◆ **Aim of the task**: Using the entries that follow, please report how many lines contain the word "Viking", with no other words.

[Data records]
──────────

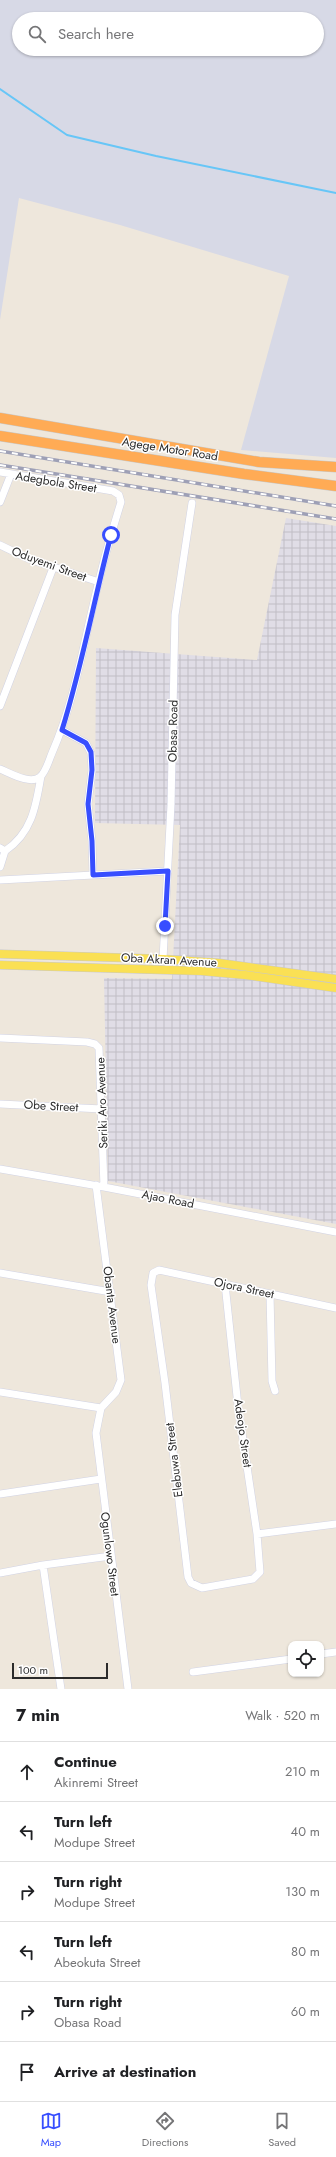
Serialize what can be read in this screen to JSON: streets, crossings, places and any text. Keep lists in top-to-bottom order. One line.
{"streets":{"highway":["Agege Motor Road"],"main road":["Oba Akran Avenue"],"street":["Adegbola Street","Oduyemi Street","Obasa Road","Seriki Aro Avenue","Obe Street","Ajao Road","Ojora Street","Obanta Avenue","Adeojo Street","Elebuwa Street","Ogunlowo Street"]},"crossings":[["Adegbola Street","Oduyemi Street"],["Obasa Road","Oba Akran Avenue"],["Seriki Aro Avenue","Obe Street"],["Seriki Aro Avenue","Ajao Road"],["Ajao Road","Obanta Avenue"],["Ojora Street","Adeojo Street"],["Ojora Street","Elebuwa Street"],["Obanta Avenue","Ogunlowo Street"],["Adeojo Street","Elebuwa Street"]],"scale_bar":"100 m","page":{"search":"Search here","scale":"100 m","heading":["7 min","Walk · 520 m"],"list":[["Continue","Akinremi Street","210 m"],["Turn left","Modupe Street","40 m"],["Turn right","Modupe Street","130 m"],["Turn left","Abeokuta Street","80 m"],["Turn right","Obasa Road","60 m"],"Arrive at destination"],"nav":["Map","Directions","Saved"]}}
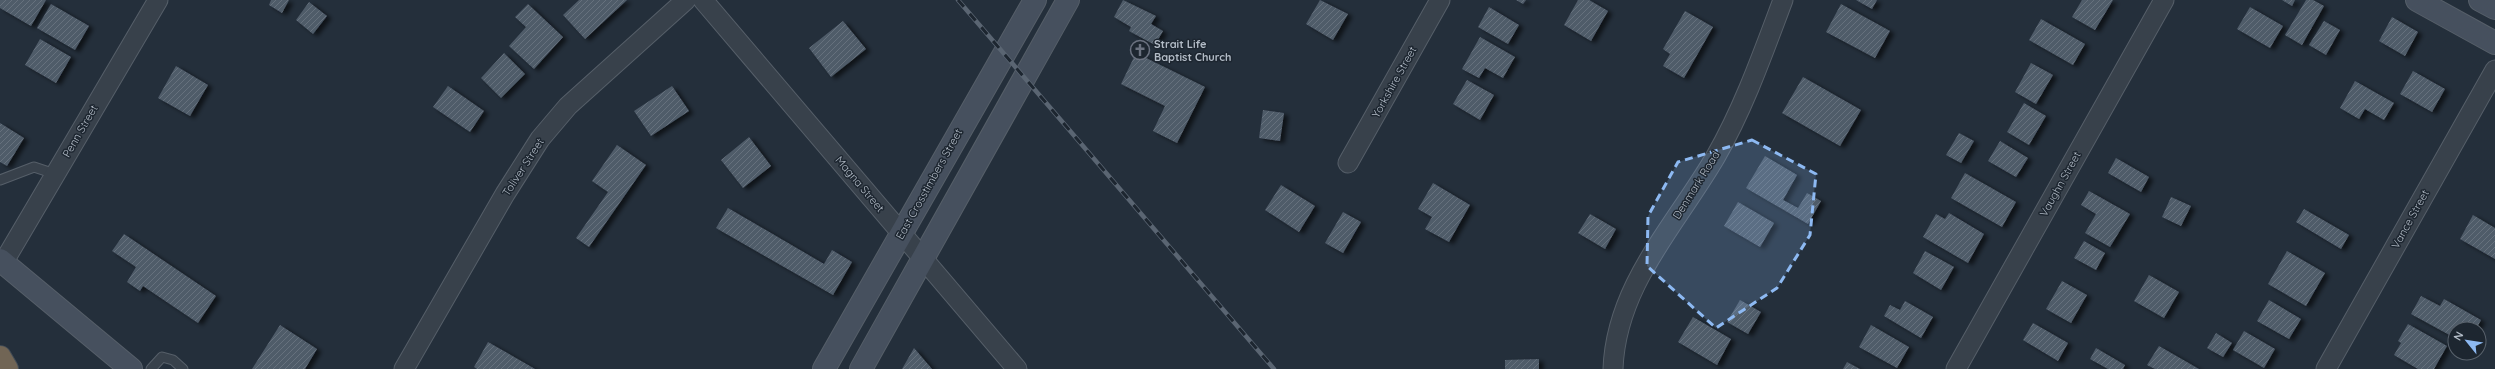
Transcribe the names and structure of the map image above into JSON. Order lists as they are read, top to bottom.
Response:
{
  "streets": {
    "main road": ["East Crosstimbers Street"],
    "street": [
      "Yorkshire Street",
      "Penn Street",
      "Toliver Street",
      "Magna Street",
      "Vaughn Street",
      "Denmark Road",
      "Vance Street"
    ]
  },
  "crossings": [
    ["Magna Street", "East Crosstimbers Street"]
  ],
  "places": {
    "church": ["Strait Life Baptist Church"]
  },
  "north": "top left"
}
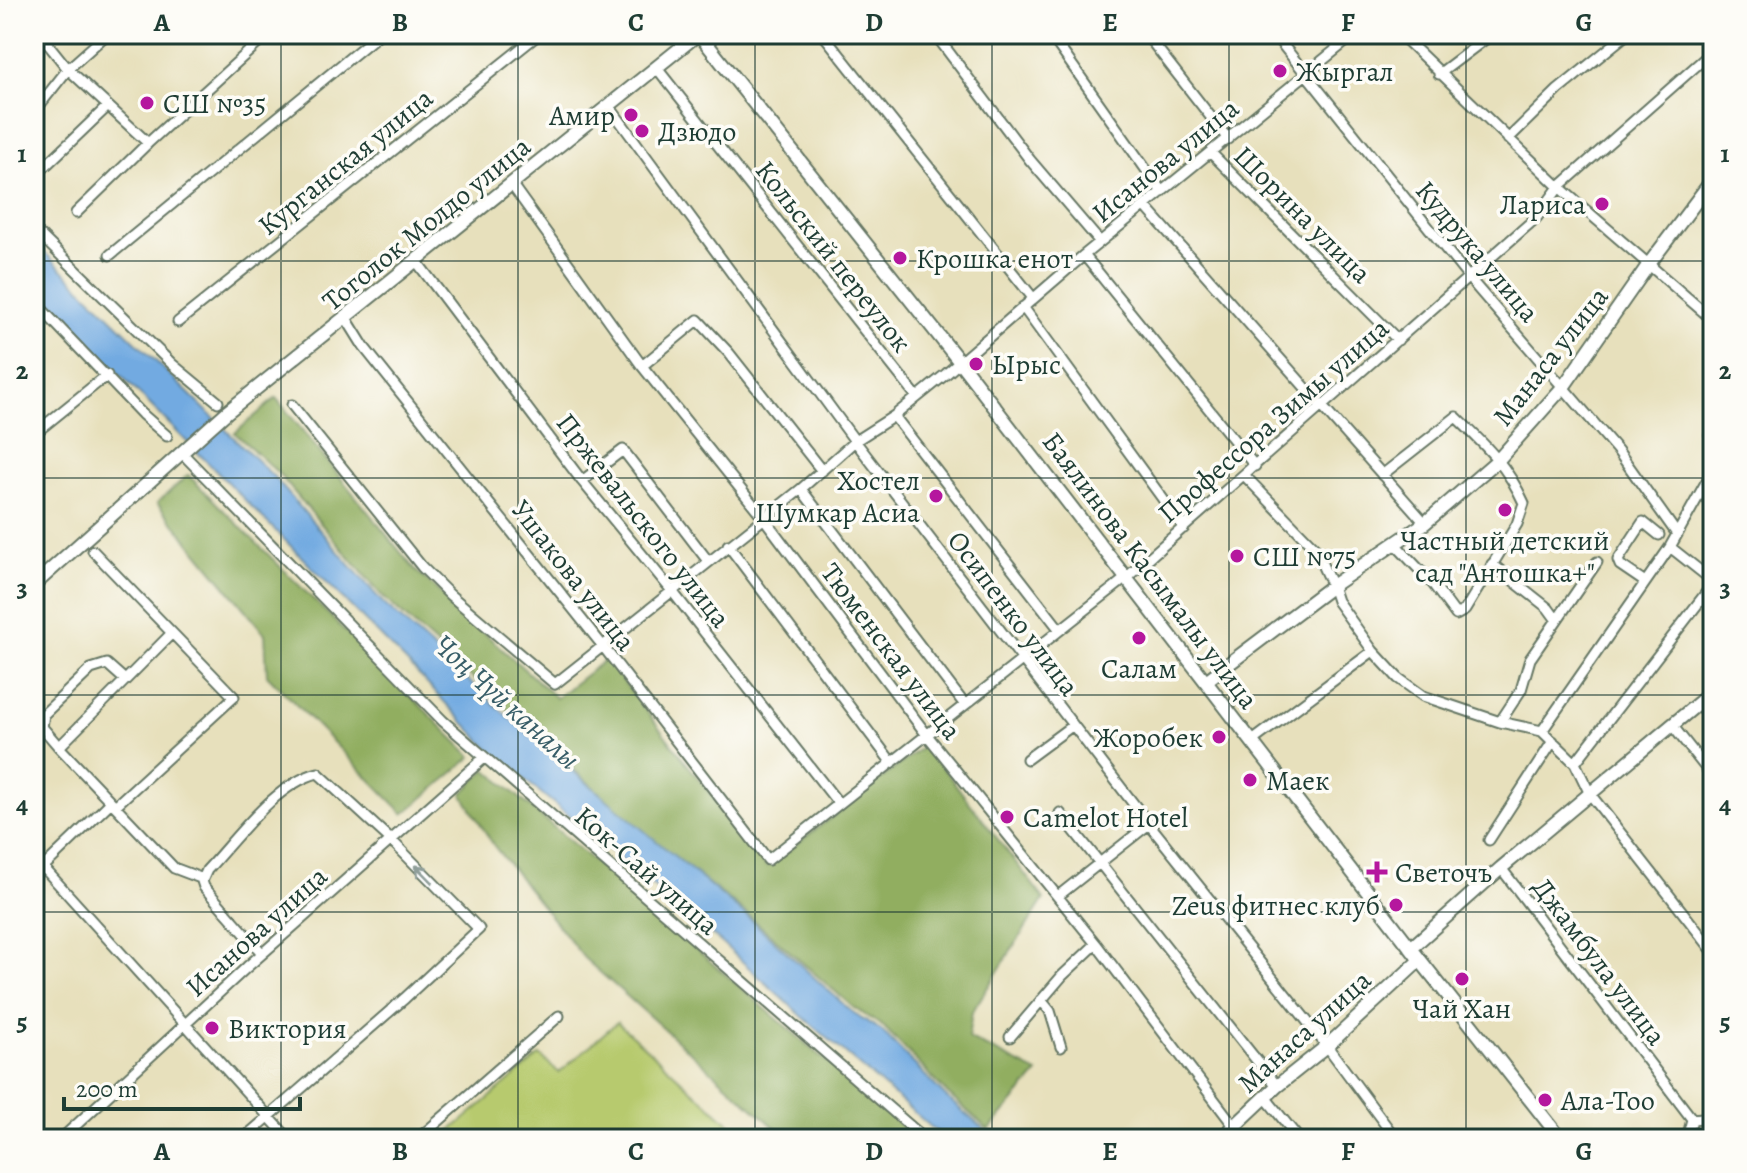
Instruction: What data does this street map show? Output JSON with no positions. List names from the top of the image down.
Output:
{
  "streets": {
    "main road": ["Тоголок Молдо улица", "Манаса улица", "Баялинова Касымалы улица"],
    "street": [
      "Исанова улица",
      "Курганская улица",
      "Шорина улица",
      "Кудрука улица",
      "Кольский переулок",
      "Профессора Зимы улица",
      "Пржевальского улица",
      "Ушакова улица",
      "Осипенко улица",
      "Тюменская улица",
      "Кок-Сай улица",
      "Джамбула улица"
    ]
  },
  "crossings": [
    ["Исанова улица", "Шорина улица"],
    ["Исанова улица", "Кудрука улица"],
    ["Исанова улица", "Кольский переулок"],
    ["Исанова улица", "Пржевальского улица"],
    ["Исанова улица", "Баялинова Касымалы улица"],
    ["Исанова улица", "Ушакова улица"],
    ["Исанова улица", "Осипенко улица"],
    ["Исанова улица", "Тюменская улица"],
    ["Исанова улица", "Кок-Сай улица"],
    ["Шорина улица", "Профессора Зимы улица"],
    ["Тоголок Молдо улица", "Кольский переулок"],
    ["Тоголок Молдо улица", "Пржевальского улица"],
    ["Тоголок Молдо улица", "Баялинова Касымалы улица"],
    ["Тоголок Молдо улица", "Ушакова улица"],
    ["Тоголок Молдо улица", "Осипенко улица"],
    ["Тоголок Молдо улица", "Тюменская улица"],
    ["Тоголок Молдо улица", "Кок-Сай улица"],
    ["Кудрука улица", "Манаса улица"],
    ["Кудрука улица", "Профессора Зимы улица"],
    ["Манаса улица", "Баялинова Касымалы улица"],
    ["Манаса улица", "Осипенко улица"],
    ["Манаса улица", "Тюменская улица"],
    ["Профессора Зимы улица", "Пржевальского улица"],
    ["Профессора Зимы улица", "Баялинова Касымалы улица"],
    ["Профессора Зимы улица", "Ушакова улица"],
    ["Профессора Зимы улица", "Осипенко улица"],
    ["Профессора Зимы улица", "Тюменская улица"]
  ],
  "water": ["Чоң Чүй каналы"],
  "places": {
    "other": [
      "Жыргал",
      "СШ №35",
      "Амир",
      "Дзюдо",
      "Лариса",
      "Крошка енот",
      "Ырыс",
      "Хостел Шумкар Асиа",
      "Частный детский сад \"Антошка+\"",
      "СШ №75",
      "Салам",
      "Жоробек",
      "Маек",
      "Camelot Hotel",
      "Zeus фитнес клуб",
      "Чай Хан",
      "Виктория",
      "Ала-Тоо"
    ],
    "health": ["Светочъ"]
  },
  "scale_bar": "200 m",
  "grid": {
    "columns": [
      "A",
      "B",
      "C",
      "D",
      "E",
      "F",
      "G"
    ],
    "rows": [
      "1",
      "2",
      "3",
      "4",
      "5"
    ]
  }
}
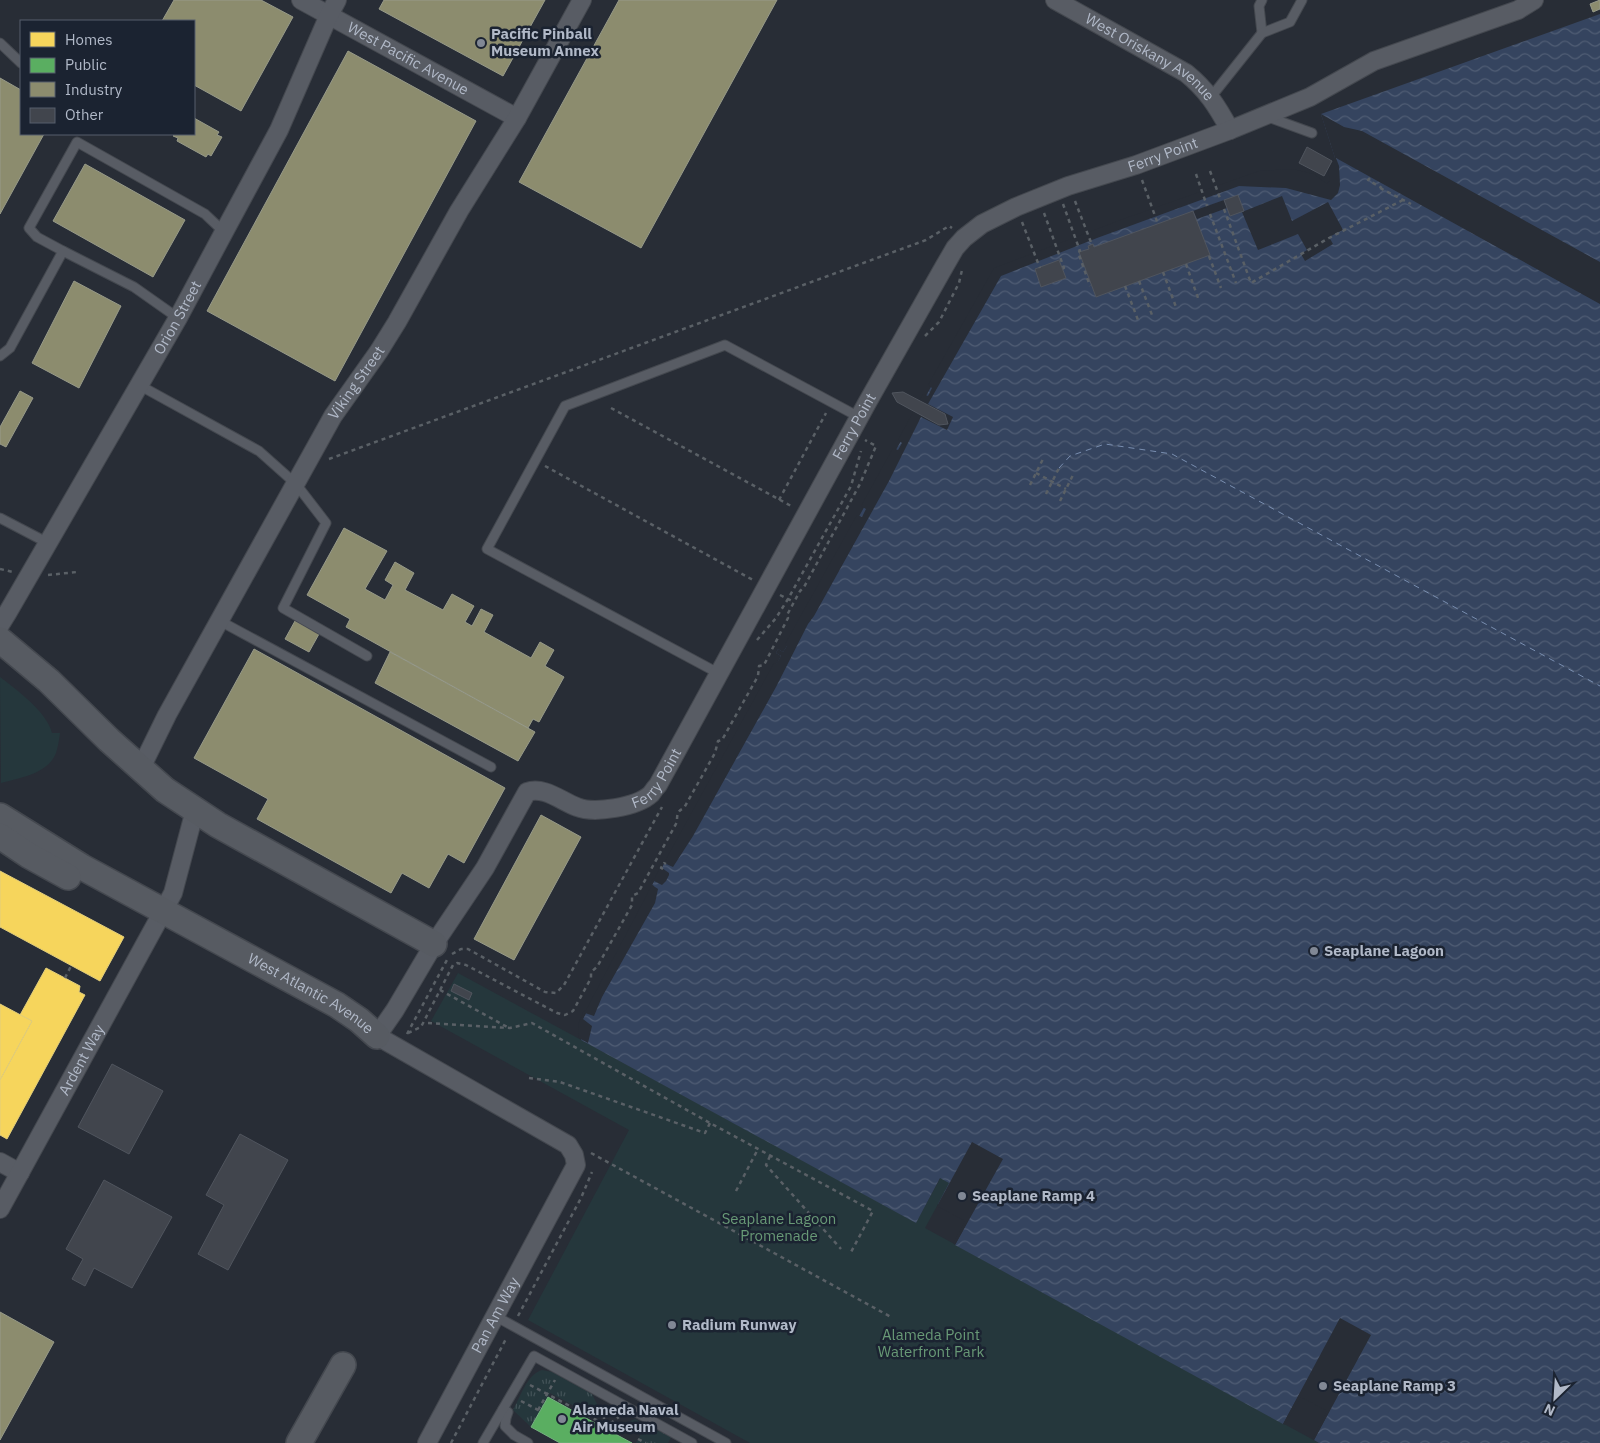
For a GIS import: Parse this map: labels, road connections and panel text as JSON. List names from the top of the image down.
{
  "streets": {
    "street": [
      "West Pacific Avenue",
      "West Oriskany Avenue",
      "Ferry Point",
      "Orion Street",
      "Viking Street",
      "West Atlantic Avenue",
      "Ardent Way",
      "Pan Am Way"
    ]
  },
  "crossings": [
    ["West Pacific Avenue", "Orion Street"],
    ["West Pacific Avenue", "Viking Street"],
    ["West Oriskany Avenue", "Ferry Point"],
    ["Ferry Point", "West Atlantic Avenue"],
    ["Ferry Point", "Pan Am Way"],
    ["West Atlantic Avenue", "Ardent Way"],
    ["West Atlantic Avenue", "Pan Am Way"]
  ],
  "parks": ["Seaplane Lagoon Promenade", "Alameda Point Waterfront Park"],
  "places": [
    "Pacific Pinball Museum Annex",
    "Seaplane Lagoon",
    "Seaplane Ramp 4",
    "Radium Runway",
    "Seaplane Ramp 3",
    "Alameda Naval Air Museum"
  ],
  "legend": [
    "Homes",
    "Public",
    "Industry",
    "Other"
  ],
  "north": "bottom left"
}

──────────

◆ **Your solution**: 2